§ EXERCISE OBJECTIVE
If a line of the data contains the word "strokeStyle", it is counted; report how many such lines there are and nothing else.

§ DATA FOR REVIEW
▬▬▬▬▬▬
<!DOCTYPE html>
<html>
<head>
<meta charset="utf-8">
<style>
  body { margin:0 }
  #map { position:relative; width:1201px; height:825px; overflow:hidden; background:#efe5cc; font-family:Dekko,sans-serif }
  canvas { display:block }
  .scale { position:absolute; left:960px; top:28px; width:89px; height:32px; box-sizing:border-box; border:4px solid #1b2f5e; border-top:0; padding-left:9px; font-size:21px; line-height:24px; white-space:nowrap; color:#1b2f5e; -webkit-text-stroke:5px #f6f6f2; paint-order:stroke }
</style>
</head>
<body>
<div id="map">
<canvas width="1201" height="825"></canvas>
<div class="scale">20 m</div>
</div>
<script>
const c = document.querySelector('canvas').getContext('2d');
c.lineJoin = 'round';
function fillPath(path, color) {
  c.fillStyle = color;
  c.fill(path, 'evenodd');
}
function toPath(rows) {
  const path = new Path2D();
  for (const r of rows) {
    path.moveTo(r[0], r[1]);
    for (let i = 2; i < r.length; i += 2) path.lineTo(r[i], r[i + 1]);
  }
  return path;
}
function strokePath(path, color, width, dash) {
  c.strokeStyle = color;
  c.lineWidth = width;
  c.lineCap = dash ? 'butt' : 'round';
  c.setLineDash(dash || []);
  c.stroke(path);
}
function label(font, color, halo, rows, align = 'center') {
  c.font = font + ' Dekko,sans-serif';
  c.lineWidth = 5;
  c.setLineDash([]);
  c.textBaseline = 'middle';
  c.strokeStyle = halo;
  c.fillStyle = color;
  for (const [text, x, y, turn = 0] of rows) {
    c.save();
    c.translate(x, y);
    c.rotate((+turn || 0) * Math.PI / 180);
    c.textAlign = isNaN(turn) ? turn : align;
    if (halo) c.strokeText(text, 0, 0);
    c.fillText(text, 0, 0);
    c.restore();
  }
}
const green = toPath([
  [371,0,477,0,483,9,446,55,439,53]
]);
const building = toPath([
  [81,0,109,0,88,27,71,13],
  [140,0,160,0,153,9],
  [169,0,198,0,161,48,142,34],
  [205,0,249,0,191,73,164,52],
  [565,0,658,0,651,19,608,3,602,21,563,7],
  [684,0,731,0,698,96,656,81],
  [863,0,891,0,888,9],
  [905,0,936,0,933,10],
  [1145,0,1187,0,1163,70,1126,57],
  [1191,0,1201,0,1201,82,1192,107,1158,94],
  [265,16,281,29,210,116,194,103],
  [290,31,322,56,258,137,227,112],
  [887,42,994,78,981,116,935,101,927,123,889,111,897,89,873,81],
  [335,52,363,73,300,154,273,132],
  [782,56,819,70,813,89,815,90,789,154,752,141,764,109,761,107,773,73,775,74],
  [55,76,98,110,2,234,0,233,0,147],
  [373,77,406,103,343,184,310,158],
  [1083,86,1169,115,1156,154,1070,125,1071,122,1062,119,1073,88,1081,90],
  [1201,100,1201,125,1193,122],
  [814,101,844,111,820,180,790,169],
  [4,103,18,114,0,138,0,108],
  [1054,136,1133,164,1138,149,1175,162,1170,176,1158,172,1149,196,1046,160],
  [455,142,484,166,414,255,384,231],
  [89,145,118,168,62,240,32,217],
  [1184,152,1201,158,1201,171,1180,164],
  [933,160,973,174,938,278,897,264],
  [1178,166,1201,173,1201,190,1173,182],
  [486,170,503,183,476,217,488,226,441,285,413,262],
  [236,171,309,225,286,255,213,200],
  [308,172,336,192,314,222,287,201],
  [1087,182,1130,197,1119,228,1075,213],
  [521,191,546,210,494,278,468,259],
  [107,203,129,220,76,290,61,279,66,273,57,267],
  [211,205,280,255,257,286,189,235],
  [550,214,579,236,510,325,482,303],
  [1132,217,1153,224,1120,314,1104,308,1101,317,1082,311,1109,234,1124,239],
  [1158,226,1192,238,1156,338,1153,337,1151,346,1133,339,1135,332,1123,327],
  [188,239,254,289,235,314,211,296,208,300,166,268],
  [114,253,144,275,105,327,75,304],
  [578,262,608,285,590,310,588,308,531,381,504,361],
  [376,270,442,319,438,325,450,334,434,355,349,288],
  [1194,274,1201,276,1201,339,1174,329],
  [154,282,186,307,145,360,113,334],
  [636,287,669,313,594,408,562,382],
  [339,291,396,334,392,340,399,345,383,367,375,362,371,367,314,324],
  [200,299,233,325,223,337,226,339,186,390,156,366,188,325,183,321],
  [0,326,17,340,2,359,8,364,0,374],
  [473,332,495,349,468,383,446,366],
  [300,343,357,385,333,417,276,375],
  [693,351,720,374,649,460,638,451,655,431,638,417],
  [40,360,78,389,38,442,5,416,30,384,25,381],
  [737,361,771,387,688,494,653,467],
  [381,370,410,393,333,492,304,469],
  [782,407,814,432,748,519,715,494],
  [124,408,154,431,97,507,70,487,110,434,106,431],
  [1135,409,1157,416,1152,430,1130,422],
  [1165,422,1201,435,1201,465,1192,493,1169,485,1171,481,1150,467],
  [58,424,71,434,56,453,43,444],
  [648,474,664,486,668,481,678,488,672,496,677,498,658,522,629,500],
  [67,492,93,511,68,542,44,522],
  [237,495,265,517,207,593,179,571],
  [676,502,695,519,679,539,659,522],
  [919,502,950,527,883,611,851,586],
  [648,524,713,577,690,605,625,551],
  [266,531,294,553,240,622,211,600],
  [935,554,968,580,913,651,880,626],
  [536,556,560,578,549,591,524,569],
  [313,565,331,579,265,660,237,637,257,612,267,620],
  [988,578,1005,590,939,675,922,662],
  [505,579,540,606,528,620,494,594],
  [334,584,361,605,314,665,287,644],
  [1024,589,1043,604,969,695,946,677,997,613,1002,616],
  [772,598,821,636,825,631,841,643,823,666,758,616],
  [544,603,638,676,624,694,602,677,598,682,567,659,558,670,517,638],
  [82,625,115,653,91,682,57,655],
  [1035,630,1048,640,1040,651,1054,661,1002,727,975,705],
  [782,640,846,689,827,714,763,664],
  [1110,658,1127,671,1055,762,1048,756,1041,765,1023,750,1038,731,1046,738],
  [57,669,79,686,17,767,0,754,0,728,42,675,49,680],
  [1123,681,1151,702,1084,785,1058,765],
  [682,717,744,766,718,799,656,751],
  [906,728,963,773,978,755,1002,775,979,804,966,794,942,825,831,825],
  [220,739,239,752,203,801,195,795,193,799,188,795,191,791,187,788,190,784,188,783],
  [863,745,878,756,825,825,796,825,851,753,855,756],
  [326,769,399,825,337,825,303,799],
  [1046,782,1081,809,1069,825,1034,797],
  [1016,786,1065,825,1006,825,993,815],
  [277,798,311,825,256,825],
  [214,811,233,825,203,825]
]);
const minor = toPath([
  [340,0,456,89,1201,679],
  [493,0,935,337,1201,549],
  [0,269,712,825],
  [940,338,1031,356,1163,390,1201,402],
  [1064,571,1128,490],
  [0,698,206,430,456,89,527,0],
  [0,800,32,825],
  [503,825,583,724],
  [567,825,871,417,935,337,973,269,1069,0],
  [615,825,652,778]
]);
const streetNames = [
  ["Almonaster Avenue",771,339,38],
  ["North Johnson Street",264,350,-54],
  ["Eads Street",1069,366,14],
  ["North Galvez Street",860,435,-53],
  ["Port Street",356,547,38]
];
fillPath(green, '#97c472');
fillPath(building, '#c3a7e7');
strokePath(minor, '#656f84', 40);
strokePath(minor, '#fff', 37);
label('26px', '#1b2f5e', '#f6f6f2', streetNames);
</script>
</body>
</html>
▬▬▬▬▬▬
§ RESPONSE TO THE TASK
2